--- Required work ---
Among the entries below, find the lines with the word "structure" and copy them.
Records supplied START
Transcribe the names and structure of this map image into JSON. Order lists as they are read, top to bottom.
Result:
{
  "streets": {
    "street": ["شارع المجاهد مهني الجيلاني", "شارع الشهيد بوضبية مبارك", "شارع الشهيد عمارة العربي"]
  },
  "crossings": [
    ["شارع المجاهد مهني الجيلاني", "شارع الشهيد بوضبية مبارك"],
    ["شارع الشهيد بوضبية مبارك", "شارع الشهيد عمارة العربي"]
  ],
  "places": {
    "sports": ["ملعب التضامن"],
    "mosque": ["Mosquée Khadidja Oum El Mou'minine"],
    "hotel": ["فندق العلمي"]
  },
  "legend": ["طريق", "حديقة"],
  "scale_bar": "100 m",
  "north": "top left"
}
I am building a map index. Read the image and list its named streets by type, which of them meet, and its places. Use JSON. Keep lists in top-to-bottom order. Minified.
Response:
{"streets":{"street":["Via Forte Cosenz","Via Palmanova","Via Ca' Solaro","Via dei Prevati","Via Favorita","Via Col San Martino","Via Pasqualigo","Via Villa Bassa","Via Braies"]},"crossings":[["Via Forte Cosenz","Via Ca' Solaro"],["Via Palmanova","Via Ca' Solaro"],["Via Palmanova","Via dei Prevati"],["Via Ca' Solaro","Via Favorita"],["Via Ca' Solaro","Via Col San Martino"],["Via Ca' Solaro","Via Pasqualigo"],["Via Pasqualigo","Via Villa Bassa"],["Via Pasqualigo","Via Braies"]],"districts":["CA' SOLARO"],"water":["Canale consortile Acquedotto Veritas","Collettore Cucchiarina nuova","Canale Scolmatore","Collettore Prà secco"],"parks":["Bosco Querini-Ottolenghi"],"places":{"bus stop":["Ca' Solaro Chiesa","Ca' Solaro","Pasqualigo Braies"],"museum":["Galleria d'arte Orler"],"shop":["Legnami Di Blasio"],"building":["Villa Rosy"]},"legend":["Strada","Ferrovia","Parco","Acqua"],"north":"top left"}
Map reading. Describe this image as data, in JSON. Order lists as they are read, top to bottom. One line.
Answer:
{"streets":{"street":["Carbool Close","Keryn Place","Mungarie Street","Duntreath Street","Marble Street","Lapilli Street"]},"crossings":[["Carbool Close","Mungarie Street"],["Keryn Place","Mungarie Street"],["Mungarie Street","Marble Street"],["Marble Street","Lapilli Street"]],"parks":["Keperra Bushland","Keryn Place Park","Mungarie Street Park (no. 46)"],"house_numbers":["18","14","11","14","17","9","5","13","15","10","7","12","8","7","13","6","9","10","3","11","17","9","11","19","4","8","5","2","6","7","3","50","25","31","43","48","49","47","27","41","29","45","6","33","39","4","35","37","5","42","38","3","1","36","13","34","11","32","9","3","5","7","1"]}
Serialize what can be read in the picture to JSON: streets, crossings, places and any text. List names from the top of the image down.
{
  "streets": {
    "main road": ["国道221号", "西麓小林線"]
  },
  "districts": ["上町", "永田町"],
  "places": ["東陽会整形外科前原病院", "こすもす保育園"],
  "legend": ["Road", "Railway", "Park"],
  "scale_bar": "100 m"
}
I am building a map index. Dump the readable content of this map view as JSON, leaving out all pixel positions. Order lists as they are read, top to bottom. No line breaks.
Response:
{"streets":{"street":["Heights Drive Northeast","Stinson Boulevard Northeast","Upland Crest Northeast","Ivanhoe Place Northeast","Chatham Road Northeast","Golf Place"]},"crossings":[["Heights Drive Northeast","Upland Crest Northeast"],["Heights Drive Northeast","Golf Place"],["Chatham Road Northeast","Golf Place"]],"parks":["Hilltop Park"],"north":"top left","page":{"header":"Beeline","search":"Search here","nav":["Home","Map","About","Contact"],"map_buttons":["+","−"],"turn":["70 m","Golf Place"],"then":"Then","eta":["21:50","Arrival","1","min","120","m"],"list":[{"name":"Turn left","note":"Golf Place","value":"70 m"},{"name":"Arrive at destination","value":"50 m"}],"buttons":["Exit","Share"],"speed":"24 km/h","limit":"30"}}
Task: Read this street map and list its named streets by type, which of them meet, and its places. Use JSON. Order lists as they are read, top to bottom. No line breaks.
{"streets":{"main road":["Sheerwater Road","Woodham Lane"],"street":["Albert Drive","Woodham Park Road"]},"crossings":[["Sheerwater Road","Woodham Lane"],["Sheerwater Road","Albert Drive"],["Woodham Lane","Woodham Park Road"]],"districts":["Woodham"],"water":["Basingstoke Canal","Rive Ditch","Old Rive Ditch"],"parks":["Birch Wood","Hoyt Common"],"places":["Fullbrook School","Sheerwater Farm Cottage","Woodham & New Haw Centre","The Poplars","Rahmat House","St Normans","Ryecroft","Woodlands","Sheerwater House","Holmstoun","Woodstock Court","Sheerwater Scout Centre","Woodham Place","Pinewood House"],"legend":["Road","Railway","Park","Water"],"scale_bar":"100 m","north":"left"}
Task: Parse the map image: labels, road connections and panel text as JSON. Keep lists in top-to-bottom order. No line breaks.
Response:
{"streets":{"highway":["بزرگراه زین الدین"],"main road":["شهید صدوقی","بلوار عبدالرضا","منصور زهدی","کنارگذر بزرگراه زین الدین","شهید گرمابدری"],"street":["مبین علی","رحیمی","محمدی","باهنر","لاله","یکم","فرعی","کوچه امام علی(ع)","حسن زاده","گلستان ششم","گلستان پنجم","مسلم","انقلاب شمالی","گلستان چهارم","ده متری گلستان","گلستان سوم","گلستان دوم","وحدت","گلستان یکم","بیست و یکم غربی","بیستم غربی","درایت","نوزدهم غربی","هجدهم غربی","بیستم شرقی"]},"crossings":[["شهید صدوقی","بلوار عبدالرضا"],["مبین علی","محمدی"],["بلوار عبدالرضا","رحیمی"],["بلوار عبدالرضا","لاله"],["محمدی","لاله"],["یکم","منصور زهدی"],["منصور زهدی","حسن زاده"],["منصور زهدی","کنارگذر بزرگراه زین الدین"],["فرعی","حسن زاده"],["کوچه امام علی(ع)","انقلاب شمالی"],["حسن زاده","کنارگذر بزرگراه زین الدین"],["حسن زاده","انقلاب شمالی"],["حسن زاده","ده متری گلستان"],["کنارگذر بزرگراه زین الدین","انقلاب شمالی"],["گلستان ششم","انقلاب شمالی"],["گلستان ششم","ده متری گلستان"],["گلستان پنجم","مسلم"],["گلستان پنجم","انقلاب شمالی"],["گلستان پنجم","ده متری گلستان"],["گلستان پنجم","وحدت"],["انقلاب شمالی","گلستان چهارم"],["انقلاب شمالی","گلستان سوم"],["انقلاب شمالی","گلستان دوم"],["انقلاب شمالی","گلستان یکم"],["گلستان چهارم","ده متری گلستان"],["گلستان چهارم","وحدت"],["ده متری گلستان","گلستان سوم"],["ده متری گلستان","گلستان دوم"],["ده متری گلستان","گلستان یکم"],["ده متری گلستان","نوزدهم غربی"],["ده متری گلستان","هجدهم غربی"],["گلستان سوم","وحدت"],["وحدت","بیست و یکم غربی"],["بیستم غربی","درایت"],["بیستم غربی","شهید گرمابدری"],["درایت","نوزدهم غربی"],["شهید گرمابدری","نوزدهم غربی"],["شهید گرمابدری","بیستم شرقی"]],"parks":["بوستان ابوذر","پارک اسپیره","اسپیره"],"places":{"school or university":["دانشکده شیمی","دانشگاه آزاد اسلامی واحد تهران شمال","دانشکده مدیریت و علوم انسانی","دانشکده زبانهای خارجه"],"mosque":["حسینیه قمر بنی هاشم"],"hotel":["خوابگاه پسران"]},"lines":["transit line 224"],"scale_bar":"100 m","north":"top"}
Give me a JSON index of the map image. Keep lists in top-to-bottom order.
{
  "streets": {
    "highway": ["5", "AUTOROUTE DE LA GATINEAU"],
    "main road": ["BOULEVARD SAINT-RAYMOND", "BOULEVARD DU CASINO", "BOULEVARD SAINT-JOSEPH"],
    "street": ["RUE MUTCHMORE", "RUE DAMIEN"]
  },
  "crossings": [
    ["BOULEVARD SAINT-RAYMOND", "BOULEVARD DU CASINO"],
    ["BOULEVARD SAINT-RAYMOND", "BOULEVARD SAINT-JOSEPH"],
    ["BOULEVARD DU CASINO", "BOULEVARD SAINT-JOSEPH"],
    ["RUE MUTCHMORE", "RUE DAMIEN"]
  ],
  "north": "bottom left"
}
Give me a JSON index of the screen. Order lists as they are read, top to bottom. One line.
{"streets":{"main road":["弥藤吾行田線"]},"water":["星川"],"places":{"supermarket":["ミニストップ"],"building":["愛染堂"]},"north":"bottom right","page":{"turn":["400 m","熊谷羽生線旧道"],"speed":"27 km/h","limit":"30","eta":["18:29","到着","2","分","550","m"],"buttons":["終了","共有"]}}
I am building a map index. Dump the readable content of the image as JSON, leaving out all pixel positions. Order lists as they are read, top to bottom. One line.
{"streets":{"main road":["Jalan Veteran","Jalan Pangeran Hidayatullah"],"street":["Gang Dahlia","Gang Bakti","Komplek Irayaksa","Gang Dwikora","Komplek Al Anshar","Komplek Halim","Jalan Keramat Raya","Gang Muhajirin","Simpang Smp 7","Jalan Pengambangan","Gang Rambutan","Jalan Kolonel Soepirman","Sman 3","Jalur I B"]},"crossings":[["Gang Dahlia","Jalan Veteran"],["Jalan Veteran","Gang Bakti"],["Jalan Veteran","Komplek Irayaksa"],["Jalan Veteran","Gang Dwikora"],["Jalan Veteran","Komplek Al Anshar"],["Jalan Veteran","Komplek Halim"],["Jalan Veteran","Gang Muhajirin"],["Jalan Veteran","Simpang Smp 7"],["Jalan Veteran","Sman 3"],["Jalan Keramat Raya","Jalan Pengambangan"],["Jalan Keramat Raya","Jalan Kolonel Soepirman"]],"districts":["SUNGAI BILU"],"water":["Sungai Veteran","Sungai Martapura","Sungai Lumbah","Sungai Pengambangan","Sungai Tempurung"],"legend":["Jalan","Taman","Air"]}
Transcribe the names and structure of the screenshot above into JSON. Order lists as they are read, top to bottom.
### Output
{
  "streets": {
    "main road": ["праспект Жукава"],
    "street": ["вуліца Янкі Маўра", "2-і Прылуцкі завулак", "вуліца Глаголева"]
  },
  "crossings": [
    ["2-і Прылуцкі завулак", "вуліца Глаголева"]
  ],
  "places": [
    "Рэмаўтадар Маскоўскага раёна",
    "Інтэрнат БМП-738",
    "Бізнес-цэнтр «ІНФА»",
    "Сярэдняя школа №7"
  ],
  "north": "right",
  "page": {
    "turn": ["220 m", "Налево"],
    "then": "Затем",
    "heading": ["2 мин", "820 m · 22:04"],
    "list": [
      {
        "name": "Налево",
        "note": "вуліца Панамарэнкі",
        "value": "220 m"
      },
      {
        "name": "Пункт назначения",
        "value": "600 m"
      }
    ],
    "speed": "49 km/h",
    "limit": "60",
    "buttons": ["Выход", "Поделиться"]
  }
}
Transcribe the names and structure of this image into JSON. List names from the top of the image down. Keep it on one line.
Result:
Records supplied END
--- Answer section ---
Transcribe the names and structure of this map image into JSON. Order lists as they are read, top to bottom.
Transcribe the names and structure of the screenshot above into JSON. Order lists as they are read, top to bottom.
Transcribe the names and structure of this image into JSON. List names from the top of the image down. Keep it on one line.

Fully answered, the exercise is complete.